In plea papers, Mr. Jackson admitted to laundering $380,000 for an individual he believed was a drug trafficker, but was actually an undercover DEA agent.
He was introduced to the agent on Sept. 3, 2020 by “Person A,” the leader of a large-scale opioid distribution ring known to deal in illegally diverted narcotics. After Person A vouched for each individual’s credibility, Mr. Jackson and the undercover agent discussed how the attorney could “clean” the agent’s “dope money.”
Mr. Jackson advised the agent that he could launder around $500,000 a month by funneling it through non-traceable cash businesses (i.e., coin laundries, car washes) and shell corporations. He agreed to use his firm’s bank accounts, as well as charitable bank accounts established for providing legal services to indigent persons, to transfer the money into and out of the undercover agent’s bank account.
“Ray is the bomb... He’s a thug, he’s just got a law degree,” Person A told the undercover agent after the meeting, according to court documents.
Three weeks later, the undercover agent delivered a black backpack stuffed with $100,000 cash to Mr. Jackson at his office. The attorney agreed to launder the money in return for 5% cash up front.
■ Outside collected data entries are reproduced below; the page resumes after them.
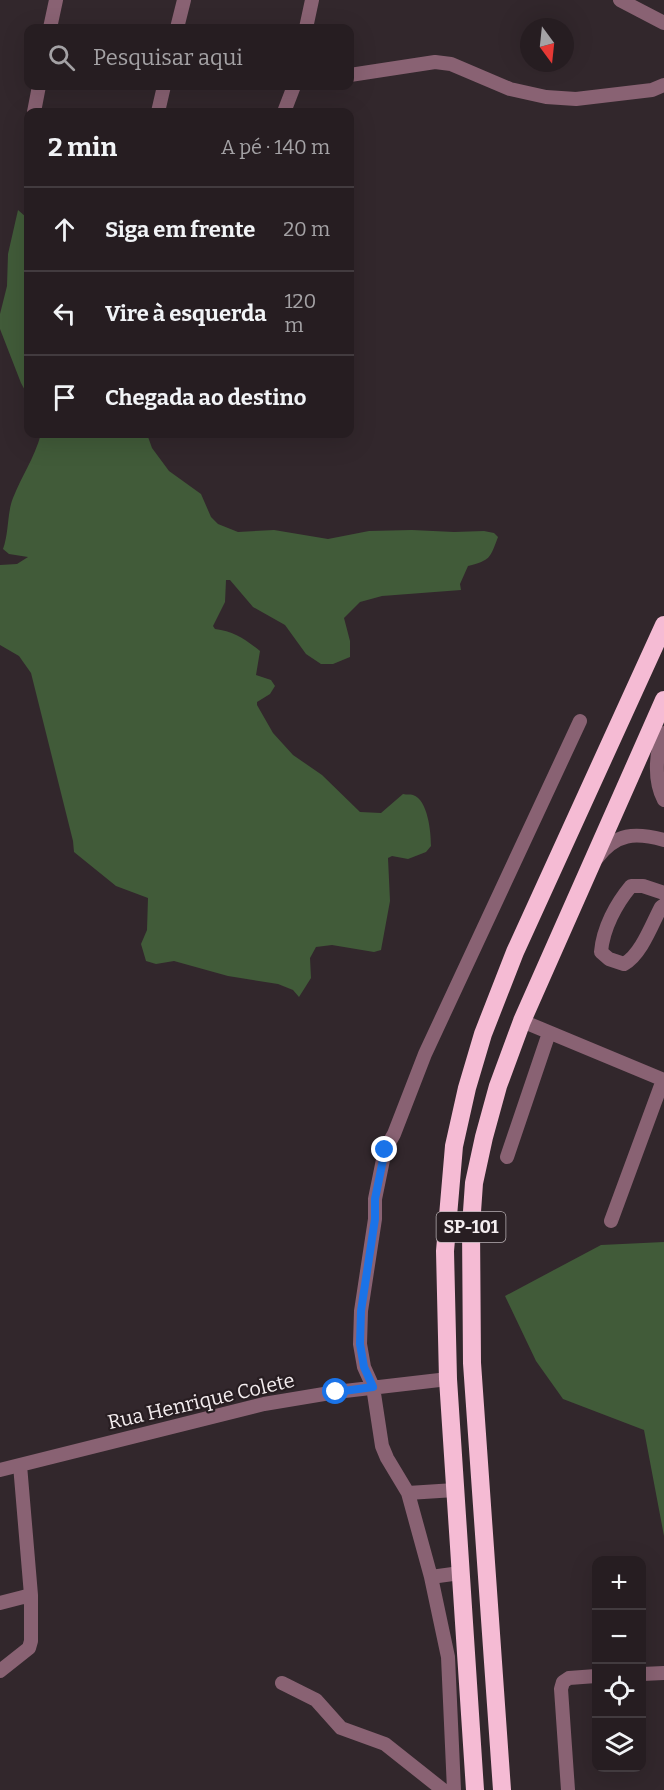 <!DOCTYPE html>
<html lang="pt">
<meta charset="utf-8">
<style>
body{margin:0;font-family:Bitter,serif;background:#322a2e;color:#f1f3f6}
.controls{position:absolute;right:18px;bottom:18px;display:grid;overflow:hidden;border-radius:12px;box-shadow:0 6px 24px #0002}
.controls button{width:54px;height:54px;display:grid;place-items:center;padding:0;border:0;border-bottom:2px solid #423b3f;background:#261d21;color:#f1f3f6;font:30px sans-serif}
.compass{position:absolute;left:520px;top:18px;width:54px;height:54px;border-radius:50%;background:#261d21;box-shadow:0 6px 24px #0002;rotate:165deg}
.stop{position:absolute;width:18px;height:18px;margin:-14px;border:4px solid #1a73e8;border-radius:50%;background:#fff}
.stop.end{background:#1a73e8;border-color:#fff;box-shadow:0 2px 6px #0008}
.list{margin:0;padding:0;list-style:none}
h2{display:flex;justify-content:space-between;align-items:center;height:78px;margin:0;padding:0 24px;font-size:26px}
h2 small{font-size:20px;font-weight:400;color:#a4a2a5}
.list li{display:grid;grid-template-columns:39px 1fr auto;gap:18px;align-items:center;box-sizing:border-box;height:84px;padding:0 24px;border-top:2px solid #423b3f}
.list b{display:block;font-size:22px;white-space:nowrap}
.list em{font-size:20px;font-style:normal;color:#a4a2a5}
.icon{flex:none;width:33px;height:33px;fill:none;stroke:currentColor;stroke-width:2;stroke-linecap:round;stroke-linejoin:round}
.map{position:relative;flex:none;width:664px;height:1790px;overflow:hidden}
.search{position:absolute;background:#261d21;box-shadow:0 6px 24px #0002;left:24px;top:24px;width:330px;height:66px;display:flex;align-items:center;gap:15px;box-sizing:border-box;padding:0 21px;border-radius:12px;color:#a4a2a5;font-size:22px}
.panel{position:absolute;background:#261d21;box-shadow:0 6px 24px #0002;left:24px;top:108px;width:330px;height:330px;border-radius:12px}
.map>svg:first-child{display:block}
.forest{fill:#415b39}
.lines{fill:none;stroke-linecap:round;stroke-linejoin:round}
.minor{stroke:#896273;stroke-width:14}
.highway{stroke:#f5bbd4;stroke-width:18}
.route{stroke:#1a73e8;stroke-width:8}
.labels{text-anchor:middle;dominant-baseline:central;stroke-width:4.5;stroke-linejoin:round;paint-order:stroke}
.shield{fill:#281e22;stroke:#b7afb2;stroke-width:1.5}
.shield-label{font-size:18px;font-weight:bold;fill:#f4edef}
.street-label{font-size:20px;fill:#f4edef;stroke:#281e22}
</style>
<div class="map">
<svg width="664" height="1790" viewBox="0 0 664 1790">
<rect width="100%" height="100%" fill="#32272c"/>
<path class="forest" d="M18,210l8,7 2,8v171l-7,-13 -21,-54v-15l7,-28 1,-32z
M41,434h106l5,14 17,23 32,23 10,23 7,7 20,8 36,-2 54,9 41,-8 43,-1 42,2 30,-1 10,2 4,4c-8,21 -7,23 -30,29l-8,18 1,6 -79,6 -22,6 -16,16 6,23v16l-17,7h-12l-15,-10 -21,-29 -32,-18 -23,-27h-4l-1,22 -12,24 2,3c18,2 30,10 45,22l-4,24 15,5 4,6 -5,8 -13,8v3l16,28 20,22 29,20 38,37 21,1 22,-19c4,1 7,0 10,1 15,5 18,37 18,51l-5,6 -18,7 -16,-3 -4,2 2,43 -9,49 -7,2 -42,-7 -16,2 -6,11 1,20 -12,19 -6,-7 -15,-6 -50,-8 -54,-15 -18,3 -10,-3 -5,-17 6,-14 1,-32 -32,-12 -42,-34 -1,-11 -42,-168 -12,-17 -19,-11v-80l17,-1 11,-7 -19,-3 -6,-5c6,-16 4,-36 10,-51 9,-23 21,-39 28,-64z
M664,1242v294l-20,-106 -81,-31 -27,-38 -31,-65 96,-51z"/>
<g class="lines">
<path class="minor" d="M620,0l44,23
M50,28l6,-28
M177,28l7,-28
M306,28l6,-28
M350,75l85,-13 16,2 59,25 36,8 30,2 76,-9 12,-5
M34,112l5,-26
M158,112l6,-26
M284,112l10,-26
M664,733c-9,20 -10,48 0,67
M597,858c19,-25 38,-26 67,-18
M664,893l-21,-7h-12c-15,18 -28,42 -30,66l8,7 15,5c17,-9 28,-40 37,-57l3,-2
M522,1021l142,59
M507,1157l42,-124
M611,1221l52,-141
M0,1470l264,-66 72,-12 112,-13
M408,1493l47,-3
M431,1577l29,-4
M0,1603l31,-8
M0,1671l29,-23 2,-7v-46l-11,-130
M642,1674l22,-1
M282,1683l34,17 25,28 44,16 58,46
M454,1790l-6,-133 -17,-80 -23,-84 -21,-35 -5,-12 -9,-59 -9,-20 -4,-23 1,-33 14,-92v-20l10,-49 9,-16 31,-80 155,-333
M568,1790l-7,-101 2,-7 6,-4 27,-2"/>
<path class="highway" d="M475,1790l-27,-411 -3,-128 9,-105 13,-58 16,-54 32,-82 149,-327
M502,1790l-30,-427 -1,-137 3,-43 10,-46 14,-51 24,-65 142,-321"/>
</g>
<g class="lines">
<path class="route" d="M336,1392l37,-5 -9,-20 -4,-23 1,-33 14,-92v-20l10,-49"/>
</g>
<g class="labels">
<rect class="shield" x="436.5" y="1212" width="69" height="30" rx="4.5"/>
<g class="shield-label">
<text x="471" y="1227">SP-101</text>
</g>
<g class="street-label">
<text transform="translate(201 1401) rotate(-13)">Rua Henrique Colete</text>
</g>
</g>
</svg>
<div class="controls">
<button>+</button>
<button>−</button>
<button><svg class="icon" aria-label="locate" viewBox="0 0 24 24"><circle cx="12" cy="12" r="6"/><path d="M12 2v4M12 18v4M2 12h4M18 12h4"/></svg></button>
<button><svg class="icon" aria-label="layers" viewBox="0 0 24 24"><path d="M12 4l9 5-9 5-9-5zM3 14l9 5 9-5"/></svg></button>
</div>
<svg class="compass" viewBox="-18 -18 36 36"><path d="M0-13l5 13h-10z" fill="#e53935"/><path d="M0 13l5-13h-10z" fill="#a4a2a5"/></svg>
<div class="stop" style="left:336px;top:1392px"></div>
<div class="stop end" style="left:385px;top:1150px"></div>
<div class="search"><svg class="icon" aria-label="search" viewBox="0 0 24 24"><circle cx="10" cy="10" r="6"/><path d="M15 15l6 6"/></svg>Pesquisar aqui</div>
<section class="panel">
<h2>2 min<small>A pé · 140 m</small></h2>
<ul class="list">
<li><svg class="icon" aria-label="ahead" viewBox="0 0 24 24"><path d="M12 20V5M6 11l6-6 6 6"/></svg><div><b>Siga em frente</b></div><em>20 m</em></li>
<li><svg class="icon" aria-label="left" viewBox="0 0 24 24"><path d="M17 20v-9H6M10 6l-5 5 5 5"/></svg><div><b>Vire à esquerda</b></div><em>120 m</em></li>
<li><svg class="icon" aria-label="arrive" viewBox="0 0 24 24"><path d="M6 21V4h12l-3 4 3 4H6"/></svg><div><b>Chegada ao destino</b></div></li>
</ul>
</section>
</div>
After depositing the remaining $95,000 into his various bank accounts in various amounts on various days, he eventually transferred the entire sum into the DEA’s undercover bank account.
The next month, the undercover agent delivered an additional $300,000 cash to Mr. Jackson at his office. Again, the attorney agreed to a 5% up-front fee in return for laundering the money. After depositing the remaining $285,000 into his various bank accounts in various amounts on various days, he eventually transferred the same amount into the DEA’s undercover bank account.
In plea papers, Mr. Jackson admitted he knew of the unlawful purpose of the agreement and joined in it willingly.
Per his plea agreement, he now faces five years in federal prison and a forfeiture money judgment of $20,000 (an amount equal to the amount he collected in fees from the undercover agent). According to the Texas State Bar’s compulsory discipline policy, he will likely be stripped of his law license.
The Drug Enforcement Administration’s Dallas Field Office conducted the investigation with the assistance of IRS – Criminal Investigations and the Dallas Police Department. Assistant U.S. Attorney Courtney Coker, the Northern District of Texas’ Deputy Criminal Chief, is prosecuting the case along with Assistant U.S. Attorneys Juanita Fielden and Nashonme Johnson.